Железный регент - Кузнецова Дарья Андреевна 12 стр.


— Я не могу сказать наверняка, потому что знаю его всего несколько лет, которые живу здесь, — Ина пожала плечами. — Говорят, раньше, до войны, он был совершенно нормальным, некоторые даже называют точную дату перелома — битва при Тауре. И, честно говоря, я не удивлюсь, если это правда. Война многих калечит.

— А что случилось в той битве?

— Подробностей я не расскажу, — развела руками Ина. — Насколько знаю, там оставался небольшой гарнизон, который должны были стереть с карты за считанные часы, и основные силы не успевали прийти на помощь. Но защитники удерживали рубеж несколько дней. Ходят слухи, что Ив — вообще чуть ли не единственный выживший, и атаки противника он отражал в одиночку, но в это как раз сложно поверить. Он сильный, да, но ведь не неуязвимый. Все серьезные события и неоднозначные фигуры обрастают легендами; думаю, с ним случилось то же самое. Скорее всего, он просто единственный дожил до подхода армии. Если это так… Меня совсем не удивляет, что он тронулся умом.

— Как ты думаешь, — медленно начала я, озаренная внезапной догадкой, — а может мой скрытый дар оказаться даром лекаря душ? И господин регент так странно отнесся ко мне, потому что чувствует, что я могу помочь?

— Почему нет? — дана легко рассмеялась. — Хорошая версия, многое объясняет. Но ты не зацикливайся на ней и помни, что скрытый дар, который оказалось не под силу разбудить даже Хале, может и не проснуться вовсе. Он ведь дремлет не просто так, потому что ему хочется, а по какой-то серьезной причине. Может, с самой Искрой или с тобой что-то не так, и это не получится исправить. С другой стороны, и забывать о нем, опуская руки, тоже не стоит. Не исключено, что дару просто нужен правильный толчок, какие-нибудь определенные эмоции, и ты сумеешь получить их именно здесь.

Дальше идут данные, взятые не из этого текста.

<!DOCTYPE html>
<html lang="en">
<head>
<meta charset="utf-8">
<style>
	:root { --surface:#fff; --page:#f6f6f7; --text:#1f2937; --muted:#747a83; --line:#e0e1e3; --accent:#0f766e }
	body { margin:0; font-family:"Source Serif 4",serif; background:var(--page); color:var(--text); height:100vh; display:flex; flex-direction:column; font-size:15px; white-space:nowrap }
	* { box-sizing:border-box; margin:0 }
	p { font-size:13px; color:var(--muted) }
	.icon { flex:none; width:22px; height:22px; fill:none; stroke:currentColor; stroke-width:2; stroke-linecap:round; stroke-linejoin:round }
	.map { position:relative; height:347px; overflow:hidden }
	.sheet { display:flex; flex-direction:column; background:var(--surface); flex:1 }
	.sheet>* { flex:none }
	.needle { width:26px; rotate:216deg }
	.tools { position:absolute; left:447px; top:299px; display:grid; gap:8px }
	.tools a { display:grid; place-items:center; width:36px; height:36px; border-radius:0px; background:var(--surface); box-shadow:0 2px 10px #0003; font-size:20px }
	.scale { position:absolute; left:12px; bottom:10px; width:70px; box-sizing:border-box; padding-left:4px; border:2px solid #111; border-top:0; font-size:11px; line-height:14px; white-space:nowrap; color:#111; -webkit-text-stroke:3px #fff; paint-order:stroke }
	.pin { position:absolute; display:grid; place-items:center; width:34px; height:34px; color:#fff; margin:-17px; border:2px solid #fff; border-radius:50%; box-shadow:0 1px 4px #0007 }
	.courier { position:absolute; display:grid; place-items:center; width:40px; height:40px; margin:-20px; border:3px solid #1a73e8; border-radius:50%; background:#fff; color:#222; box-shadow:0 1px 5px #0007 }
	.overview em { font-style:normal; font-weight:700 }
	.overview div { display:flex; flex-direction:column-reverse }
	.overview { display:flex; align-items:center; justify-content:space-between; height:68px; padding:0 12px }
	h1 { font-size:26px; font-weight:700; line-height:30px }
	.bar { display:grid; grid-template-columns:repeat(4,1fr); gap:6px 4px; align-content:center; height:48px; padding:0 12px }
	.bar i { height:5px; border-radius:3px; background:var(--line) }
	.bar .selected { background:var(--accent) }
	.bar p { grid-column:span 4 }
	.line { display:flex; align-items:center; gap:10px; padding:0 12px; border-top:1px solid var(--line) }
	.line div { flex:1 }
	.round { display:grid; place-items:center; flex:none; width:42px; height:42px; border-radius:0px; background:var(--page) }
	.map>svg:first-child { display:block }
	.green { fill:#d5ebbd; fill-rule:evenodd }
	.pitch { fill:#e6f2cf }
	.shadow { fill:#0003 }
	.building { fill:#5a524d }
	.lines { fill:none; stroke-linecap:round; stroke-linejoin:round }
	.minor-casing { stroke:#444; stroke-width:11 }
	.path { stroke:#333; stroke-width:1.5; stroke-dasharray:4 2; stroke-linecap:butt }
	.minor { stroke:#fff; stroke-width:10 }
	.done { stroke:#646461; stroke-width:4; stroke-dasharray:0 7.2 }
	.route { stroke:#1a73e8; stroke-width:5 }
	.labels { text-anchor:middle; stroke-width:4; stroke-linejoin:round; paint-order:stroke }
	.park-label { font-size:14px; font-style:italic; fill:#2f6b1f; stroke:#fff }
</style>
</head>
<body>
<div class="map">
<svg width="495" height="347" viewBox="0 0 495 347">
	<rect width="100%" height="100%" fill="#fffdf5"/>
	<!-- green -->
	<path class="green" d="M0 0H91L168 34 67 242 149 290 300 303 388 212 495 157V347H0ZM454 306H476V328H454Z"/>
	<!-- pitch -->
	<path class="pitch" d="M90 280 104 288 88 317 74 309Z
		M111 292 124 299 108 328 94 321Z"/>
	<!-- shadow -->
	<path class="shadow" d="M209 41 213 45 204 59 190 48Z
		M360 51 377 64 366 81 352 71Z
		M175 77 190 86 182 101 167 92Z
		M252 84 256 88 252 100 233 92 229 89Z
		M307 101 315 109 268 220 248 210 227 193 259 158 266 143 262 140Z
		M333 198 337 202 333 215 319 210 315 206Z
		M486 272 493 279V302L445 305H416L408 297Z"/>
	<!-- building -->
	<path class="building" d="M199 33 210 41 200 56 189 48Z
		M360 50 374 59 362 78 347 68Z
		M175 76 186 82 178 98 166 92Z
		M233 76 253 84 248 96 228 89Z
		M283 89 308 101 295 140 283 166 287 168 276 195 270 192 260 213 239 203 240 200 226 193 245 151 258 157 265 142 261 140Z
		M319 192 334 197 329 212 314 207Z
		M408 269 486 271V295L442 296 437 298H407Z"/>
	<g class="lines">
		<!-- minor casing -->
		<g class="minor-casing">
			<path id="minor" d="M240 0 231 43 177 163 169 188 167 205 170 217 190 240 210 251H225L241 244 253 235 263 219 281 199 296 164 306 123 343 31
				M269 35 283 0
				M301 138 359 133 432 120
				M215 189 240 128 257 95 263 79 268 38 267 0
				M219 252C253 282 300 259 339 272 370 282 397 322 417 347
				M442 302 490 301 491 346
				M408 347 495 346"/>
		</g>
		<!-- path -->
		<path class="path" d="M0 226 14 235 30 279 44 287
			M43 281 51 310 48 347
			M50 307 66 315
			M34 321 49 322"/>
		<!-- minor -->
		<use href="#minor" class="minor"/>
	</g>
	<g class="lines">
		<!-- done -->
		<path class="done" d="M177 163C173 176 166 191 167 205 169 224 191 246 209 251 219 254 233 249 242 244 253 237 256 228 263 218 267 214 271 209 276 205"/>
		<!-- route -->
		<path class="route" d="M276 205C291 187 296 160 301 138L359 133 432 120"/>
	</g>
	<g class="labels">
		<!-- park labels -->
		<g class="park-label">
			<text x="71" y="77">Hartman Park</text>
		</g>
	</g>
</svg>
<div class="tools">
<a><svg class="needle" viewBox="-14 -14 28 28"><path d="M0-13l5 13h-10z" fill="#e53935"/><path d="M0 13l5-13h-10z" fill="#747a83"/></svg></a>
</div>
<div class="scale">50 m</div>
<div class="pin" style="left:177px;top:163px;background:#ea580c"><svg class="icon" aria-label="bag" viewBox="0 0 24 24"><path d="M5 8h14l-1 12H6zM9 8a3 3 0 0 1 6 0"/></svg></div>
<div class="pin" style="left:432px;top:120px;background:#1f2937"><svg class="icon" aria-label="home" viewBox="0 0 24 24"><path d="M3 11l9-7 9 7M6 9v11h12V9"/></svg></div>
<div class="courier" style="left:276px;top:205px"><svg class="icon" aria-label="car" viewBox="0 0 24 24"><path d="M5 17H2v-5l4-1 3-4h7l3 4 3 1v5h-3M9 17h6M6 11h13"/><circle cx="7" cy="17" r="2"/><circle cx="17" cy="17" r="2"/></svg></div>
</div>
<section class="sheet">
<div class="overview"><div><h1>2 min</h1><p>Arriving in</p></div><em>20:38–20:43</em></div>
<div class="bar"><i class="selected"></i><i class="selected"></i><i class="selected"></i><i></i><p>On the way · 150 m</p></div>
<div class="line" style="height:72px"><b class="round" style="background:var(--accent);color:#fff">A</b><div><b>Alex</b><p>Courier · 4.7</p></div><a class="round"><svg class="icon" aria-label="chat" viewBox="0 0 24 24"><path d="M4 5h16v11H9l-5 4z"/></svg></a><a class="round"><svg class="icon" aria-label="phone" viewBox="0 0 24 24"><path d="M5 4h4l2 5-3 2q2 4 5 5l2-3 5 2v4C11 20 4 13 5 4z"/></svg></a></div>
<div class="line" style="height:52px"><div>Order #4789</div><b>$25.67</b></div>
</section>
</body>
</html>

— Например? Что такого нового я могу здесь испытать? — полюбопытствовала я, за что удостоилась от собеседницы насмешливого взгляда.

— А что, ты хочешь сказать, что знакома со всеми сильными чувствами? — улыбнулась она уголками губ. — Испытала любовь, материнскую радость и гордость, настоящую дружбу?

— Ну… нет, — смутилась я.

— Почему-то я так и подумала. А ведь толчком могут стать не светлые, а наоборот, отрицательные эмоции. Ты знаешь боль потери родного человека, но есть еще ненависть и страх, есть боль предательства… Я, конечно, надеюсь, что обойдется без этого и все пройдет гладко, — поспешила заверить Ина, взглянув на мое вытянувшееся лицо.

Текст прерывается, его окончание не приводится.